**WHAT YOU HAVE TO DO:** Could you set down exactly the lines in the records below between the line holding "M226 1423 286" and the line holding "M408 1407C399 1398", inclusive?

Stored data
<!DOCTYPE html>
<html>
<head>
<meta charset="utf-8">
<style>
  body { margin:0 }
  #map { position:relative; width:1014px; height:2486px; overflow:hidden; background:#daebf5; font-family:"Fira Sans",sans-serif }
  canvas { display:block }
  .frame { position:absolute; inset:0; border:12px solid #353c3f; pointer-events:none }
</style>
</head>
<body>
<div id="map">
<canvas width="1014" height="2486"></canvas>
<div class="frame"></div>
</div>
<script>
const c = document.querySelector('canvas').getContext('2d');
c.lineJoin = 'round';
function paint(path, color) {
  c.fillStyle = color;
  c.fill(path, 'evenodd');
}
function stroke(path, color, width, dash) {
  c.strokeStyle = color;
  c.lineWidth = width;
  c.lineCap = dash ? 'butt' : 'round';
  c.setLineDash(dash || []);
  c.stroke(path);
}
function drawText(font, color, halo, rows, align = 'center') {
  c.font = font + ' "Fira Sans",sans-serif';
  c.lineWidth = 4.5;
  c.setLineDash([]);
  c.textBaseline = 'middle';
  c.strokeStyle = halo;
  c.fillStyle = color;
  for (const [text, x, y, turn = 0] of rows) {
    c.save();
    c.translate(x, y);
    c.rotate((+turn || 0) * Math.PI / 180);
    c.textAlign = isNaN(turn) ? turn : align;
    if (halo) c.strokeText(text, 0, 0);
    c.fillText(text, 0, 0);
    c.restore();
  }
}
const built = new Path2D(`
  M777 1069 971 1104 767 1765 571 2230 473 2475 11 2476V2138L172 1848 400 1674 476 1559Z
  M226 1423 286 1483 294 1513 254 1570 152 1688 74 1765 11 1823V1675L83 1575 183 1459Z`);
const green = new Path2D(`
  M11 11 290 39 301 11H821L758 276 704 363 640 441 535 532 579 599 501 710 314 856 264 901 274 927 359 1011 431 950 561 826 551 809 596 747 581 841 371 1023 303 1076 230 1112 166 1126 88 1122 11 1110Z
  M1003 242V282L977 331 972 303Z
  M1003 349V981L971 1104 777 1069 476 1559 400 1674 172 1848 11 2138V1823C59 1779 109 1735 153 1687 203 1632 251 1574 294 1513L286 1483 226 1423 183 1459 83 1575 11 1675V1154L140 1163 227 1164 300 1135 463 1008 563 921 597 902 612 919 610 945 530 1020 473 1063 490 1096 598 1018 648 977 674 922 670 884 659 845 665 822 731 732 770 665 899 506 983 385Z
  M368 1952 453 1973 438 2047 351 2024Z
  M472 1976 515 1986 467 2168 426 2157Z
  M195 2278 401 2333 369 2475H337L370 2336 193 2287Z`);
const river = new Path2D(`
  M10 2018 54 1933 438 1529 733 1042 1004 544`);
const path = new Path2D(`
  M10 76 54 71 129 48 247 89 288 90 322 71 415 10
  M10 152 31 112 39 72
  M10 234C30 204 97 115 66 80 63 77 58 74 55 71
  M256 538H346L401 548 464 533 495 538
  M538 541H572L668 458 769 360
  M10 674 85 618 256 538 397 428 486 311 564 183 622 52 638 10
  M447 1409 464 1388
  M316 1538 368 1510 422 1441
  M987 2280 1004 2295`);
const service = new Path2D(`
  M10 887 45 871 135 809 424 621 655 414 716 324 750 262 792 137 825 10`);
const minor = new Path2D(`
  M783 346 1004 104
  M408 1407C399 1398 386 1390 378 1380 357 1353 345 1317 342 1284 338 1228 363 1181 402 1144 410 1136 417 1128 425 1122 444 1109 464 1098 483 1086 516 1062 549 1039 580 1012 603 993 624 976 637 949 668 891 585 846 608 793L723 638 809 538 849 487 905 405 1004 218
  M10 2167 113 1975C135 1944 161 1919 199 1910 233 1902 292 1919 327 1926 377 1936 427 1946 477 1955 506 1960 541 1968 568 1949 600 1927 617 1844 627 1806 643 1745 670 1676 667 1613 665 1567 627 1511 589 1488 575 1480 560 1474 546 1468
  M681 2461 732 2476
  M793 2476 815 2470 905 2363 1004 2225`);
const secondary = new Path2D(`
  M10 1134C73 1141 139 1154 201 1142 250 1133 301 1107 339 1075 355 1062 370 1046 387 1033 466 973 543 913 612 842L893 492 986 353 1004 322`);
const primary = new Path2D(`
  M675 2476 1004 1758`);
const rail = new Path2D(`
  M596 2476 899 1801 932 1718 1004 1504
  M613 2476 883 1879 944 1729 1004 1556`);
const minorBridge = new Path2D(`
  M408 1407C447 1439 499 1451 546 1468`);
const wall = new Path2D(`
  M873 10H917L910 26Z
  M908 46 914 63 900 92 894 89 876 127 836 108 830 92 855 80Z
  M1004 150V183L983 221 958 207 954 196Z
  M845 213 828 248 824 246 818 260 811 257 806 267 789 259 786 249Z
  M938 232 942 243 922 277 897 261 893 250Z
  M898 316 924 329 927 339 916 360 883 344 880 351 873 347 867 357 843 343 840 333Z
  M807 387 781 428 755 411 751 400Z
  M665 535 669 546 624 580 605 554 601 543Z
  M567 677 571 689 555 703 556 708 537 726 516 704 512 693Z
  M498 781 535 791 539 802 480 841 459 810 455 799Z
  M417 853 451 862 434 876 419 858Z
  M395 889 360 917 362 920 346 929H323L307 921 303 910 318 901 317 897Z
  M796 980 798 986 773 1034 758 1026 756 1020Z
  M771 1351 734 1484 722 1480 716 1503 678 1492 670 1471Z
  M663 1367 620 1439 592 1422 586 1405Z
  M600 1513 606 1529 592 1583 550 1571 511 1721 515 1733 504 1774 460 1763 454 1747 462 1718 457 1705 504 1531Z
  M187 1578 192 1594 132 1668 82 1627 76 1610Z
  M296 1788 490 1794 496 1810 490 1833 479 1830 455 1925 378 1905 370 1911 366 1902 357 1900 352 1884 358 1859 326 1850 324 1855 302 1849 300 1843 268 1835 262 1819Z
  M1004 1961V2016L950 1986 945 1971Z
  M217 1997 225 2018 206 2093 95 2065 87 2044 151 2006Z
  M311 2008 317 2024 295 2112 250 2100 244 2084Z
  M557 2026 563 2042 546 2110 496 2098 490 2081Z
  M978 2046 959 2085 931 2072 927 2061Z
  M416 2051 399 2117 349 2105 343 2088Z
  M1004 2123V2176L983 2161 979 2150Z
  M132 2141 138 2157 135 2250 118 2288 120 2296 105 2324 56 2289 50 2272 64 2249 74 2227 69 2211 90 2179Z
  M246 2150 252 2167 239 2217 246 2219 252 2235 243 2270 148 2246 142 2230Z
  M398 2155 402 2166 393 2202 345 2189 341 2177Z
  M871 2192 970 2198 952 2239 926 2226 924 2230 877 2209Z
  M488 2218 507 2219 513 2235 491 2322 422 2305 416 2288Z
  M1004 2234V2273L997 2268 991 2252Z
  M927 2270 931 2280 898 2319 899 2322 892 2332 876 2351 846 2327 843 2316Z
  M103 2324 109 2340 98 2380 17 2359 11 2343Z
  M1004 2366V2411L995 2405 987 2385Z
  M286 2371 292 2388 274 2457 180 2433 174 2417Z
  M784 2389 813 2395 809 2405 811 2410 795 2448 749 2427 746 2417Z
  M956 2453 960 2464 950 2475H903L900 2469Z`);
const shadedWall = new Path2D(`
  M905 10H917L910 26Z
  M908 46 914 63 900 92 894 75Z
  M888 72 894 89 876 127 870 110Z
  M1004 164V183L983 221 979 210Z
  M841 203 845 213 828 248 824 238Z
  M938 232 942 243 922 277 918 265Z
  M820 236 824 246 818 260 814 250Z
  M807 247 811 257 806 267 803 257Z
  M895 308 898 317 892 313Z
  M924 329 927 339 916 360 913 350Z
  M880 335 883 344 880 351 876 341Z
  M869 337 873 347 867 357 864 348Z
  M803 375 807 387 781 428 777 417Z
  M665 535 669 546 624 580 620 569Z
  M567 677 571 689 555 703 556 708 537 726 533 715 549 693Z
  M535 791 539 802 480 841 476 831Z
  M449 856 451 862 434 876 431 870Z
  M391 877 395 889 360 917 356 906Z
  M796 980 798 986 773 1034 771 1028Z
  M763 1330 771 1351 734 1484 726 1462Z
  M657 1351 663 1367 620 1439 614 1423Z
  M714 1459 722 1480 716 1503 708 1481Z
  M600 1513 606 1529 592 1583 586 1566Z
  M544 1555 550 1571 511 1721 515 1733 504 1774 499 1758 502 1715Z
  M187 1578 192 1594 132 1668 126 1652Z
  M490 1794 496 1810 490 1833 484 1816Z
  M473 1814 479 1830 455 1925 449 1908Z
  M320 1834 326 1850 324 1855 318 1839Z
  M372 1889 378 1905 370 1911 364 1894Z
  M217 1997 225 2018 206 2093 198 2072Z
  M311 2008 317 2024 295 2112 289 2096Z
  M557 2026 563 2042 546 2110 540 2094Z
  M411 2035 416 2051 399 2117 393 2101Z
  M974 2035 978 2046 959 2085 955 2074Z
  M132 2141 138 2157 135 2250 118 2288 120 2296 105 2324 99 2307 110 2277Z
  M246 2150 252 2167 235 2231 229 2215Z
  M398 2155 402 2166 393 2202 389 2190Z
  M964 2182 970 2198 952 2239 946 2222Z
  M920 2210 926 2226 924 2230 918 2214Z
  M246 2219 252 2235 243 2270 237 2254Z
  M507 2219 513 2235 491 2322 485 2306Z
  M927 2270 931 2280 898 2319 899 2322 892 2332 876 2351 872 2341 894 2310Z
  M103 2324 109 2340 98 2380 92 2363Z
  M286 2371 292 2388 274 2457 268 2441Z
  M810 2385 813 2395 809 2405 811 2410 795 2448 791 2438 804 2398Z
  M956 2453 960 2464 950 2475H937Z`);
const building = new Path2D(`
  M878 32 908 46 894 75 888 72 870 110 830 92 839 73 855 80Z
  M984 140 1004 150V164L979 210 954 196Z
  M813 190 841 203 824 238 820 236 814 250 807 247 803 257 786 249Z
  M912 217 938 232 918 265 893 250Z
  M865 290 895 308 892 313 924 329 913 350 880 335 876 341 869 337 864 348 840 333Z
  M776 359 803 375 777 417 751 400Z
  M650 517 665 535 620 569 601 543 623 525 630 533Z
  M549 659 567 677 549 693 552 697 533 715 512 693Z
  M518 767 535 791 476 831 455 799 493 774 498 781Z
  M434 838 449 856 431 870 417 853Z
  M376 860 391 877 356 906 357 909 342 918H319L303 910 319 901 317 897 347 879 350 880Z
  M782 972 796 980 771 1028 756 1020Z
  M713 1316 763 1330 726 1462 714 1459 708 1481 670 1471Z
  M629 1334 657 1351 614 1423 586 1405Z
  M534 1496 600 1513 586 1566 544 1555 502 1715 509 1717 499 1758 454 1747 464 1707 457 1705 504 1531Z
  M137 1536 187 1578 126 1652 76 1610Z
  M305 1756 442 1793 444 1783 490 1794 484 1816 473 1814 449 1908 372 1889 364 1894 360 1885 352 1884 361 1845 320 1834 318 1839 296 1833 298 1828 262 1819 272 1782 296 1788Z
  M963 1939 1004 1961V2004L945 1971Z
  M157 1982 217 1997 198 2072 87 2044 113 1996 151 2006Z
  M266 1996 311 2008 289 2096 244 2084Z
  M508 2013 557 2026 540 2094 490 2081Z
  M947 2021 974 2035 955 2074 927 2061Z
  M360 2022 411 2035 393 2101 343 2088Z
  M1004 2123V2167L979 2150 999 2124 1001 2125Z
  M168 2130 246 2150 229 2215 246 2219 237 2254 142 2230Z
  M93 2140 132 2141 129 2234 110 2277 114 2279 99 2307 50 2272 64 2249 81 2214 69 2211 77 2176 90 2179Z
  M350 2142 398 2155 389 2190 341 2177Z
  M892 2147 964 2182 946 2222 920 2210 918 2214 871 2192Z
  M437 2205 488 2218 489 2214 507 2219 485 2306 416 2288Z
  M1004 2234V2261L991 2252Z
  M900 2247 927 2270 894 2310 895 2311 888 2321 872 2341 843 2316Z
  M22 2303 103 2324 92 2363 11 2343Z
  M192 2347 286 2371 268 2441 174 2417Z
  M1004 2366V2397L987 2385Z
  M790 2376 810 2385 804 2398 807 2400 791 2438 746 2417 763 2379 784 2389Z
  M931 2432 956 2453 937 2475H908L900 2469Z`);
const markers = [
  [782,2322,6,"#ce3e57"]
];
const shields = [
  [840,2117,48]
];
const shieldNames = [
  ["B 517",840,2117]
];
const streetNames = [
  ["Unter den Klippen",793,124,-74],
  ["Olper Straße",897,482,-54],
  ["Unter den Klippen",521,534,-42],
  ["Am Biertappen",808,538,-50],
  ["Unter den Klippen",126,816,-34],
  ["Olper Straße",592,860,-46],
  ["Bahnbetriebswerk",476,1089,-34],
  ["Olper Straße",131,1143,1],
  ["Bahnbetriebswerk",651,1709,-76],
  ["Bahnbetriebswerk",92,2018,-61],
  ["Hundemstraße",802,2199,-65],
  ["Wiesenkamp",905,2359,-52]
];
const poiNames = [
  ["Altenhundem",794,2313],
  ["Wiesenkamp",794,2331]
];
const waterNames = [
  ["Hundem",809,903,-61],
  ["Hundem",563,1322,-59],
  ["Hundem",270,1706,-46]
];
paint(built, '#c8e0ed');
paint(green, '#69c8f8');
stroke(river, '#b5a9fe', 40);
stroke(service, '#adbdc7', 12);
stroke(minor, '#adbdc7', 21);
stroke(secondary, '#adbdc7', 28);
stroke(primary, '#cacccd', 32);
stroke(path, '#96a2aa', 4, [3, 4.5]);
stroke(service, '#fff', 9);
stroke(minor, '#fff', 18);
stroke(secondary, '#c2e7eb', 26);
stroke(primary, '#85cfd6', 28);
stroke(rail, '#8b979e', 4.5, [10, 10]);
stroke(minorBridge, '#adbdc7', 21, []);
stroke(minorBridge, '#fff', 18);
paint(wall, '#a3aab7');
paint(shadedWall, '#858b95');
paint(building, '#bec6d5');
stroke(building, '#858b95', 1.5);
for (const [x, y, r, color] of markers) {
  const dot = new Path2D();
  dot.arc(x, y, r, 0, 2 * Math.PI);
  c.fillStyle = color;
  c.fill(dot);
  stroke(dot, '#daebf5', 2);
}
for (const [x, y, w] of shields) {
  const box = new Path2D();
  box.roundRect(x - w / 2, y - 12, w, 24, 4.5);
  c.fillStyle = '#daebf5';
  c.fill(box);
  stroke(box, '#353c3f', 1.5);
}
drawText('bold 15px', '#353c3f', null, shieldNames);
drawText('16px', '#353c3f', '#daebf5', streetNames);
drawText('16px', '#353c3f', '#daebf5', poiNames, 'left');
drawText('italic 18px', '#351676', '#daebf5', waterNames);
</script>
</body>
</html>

**RESPONSE AREA:**
  M226 1423 286 1483 294 1513 254 1570 152 1688 74 1765 11 1823V1675L83 1575 183 1459Z`);
const green = new Path2D(`
  M11 11 290 39 301 11H821L758 276 704 363 640 441 535 532 579 599 501 710 314 856 264 901 274 927 359 1011 431 950 561 826 551 809 596 747 581 841 371 1023 303 1076 230 1112 166 1126 88 1122 11 1110Z
  M1003 242V282L977 331 972 303Z
  M1003 349V981L971 1104 777 1069 476 1559 400 1674 172 1848 11 2138V1823C59 1779 109 1735 153 1687 203 1632 251 1574 294 1513L286 1483 226 1423 183 1459 83 1575 11 1675V1154L140 1163 227 1164 300 1135 463 1008 563 921 597 902 612 919 610 945 530 1020 473 1063 490 1096 598 1018 648 977 674 922 670 884 659 845 665 822 731 732 770 665 899 506 983 385Z
  M368 1952 453 1973 438 2047 351 2024Z
  M472 1976 515 1986 467 2168 426 2157Z
  M195 2278 401 2333 369 2475H337L370 2336 193 2287Z`);
const river = new Path2D(`
  M10 2018 54 1933 438 1529 733 1042 1004 544`);
const path = new Path2D(`
  M10 76 54 71 129 48 247 89 288 90 322 71 415 10
  M10 152 31 112 39 72
  M10 234C30 204 97 115 66 80 63 77 58 74 55 71
  M256 538H346L401 548 464 533 495 538
  M538 541H572L668 458 769 360
  M10 674 85 618 256 538 397 428 486 311 564 183 622 52 638 10
  M447 1409 464 1388
  M316 1538 368 1510 422 1441
  M987 2280 1004 2295`);
const service = new Path2D(`
  M10 887 45 871 135 809 424 621 655 414 716 324 750 262 792 137 825 10`);
const minor = new Path2D(`
  M783 346 1004 104
  M408 1407C399 1398 386 1390 378 1380 357 1353 345 1317 342 1284 338 1228 363 1181 402 1144 410 1136 417 1128 425 1122 444 1109 464 1098 483 1086 516 1062 549 1039 580 1012 603 993 624 976 637 949 668 891 585 846 608 793L723 638 809 538 849 487 905 405 1004 218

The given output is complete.